There – it’s a short list, but it’s a start.

But until it does I cry myself to sleep every night. (This too shall pass.) In the daytime and around people I pretend everything is okay – that I’m getting better; and I suppose I am, but I did not expect to be this sick for this long. I did not expect that all I could accomplish in a day would be to walk around a couple of blocks and take a shower, take a nap, and watch a movie. I had to give up Stella and I don’t actually miss her but I miss Gracie like I can’t believe.

I’ve managed to avoid the pain-killers entirely for the last couple of days, but that has just meant that I’m in more pain. (This too shall pass.)

I’ve gone on here this long – why quit now.  I’ve changed my mind.  I do have somewhere anonymous to write now but . . . .  this place still has meaning to me.

Wishing I Was Dead

At 40 days off cigarettes my back and ribs hurt me so much that I couldn’t move and for some reason I decided that I needed to see a chiropractor.  So I went to see one, had an exam, took a ton of x-rays, got an adjustment and was told to ice my ribs and come back the following Monday.

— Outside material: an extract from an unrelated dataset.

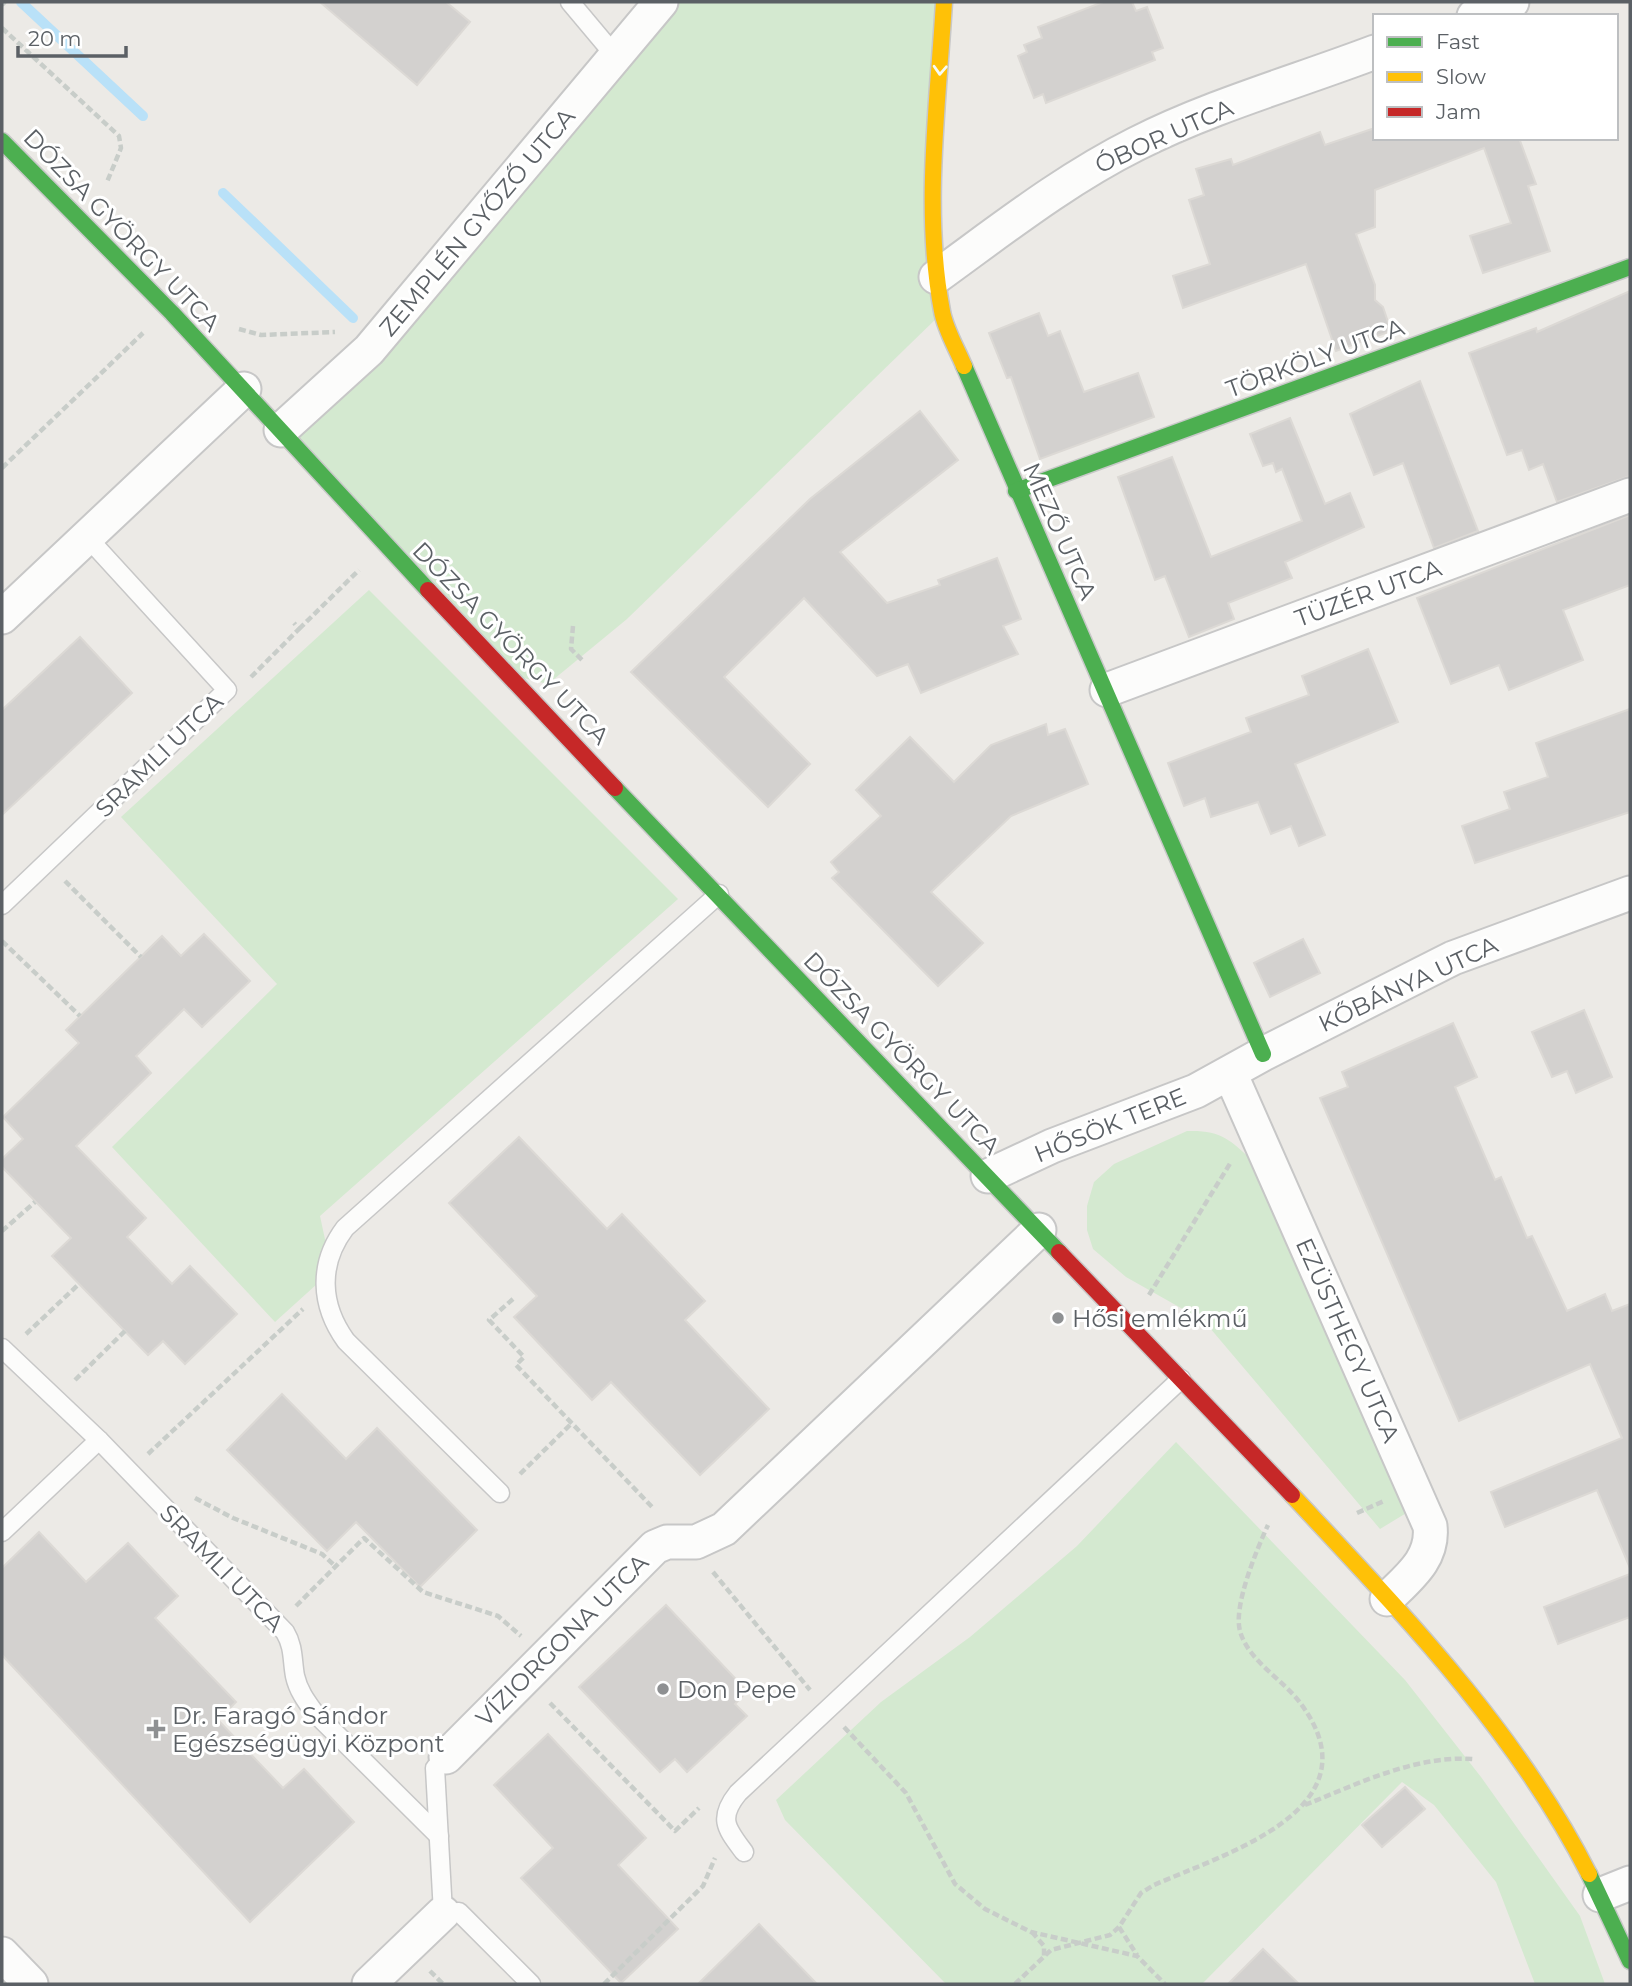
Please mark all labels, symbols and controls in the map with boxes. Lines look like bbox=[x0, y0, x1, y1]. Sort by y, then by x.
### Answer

Well, that night I couldn’t get out of a chair I sat down in.  I tried to lie on the floor thinking it might help and instead it made things worse.  I called my mom and asked if she had anything really good for pain and I made it through the weekend with Norco and Valium.  Monday my sponsor took me to a real MD – and a few x-rays later he shot me up with antibiotics, wrote a scrip for others, along with another scrip for Norco, and sent me across the street to a radiology lab where I had a CT scan on my 40 day smoke free lungs.

It was too late in the day to get the darn thing read so I had to return the following morning for the results.  When I did I was given clear instructions that they were waiting for me in Admitting at St. Lukes Regional Medical Center.

At the very least I had pneumonia – and they presumed PCP.  Oddly I’m still HIV-.   I assumed they would wheel me into a room and throw a gown on me and an IV and I’d be done in a few days.  Instead, the next thing I remember I was in recovery from surgery and had tubes sticking out of my side along with some sort of pump that was keeping my lung inflated.  I don’t remember being in any pain as I was attached to a bottle of morphine.

The fluid wasn’t coming out fast enough I suppose, because after 2 days of that I signed something and woke up several hours later in ICU with a 14″ incision across my back and bruising across most of my ribs, front and back, and the information that parts of me had to be removed. I want to sue that fucking chiropractor who looked at chest x-rays of me from 3 days before and didn’t send me to a real doctor.

I am out of the hospital now for several days but I am in so much pain that I can hardly describe it to you.  I’ve also gotten the first hospital bill – not the surgoen or anything else mind you – and it looks like  the hospital stay alone was over $23.000 – and I feel like I want to die.

This doesn’t seem right.

I son’t be able to even drive – like to go to work – for at least 2 more weeks according to the orders.  I live paycheck to paycheck (mostly) and I haven’t had one in 3 weeks now and have had to rely on family and friends for groceries and telephone service . . . .

I’m trying to remind myself that “this too shall pass”.  At the moment though, honestly, I wish I would have died.  The longer ago the better.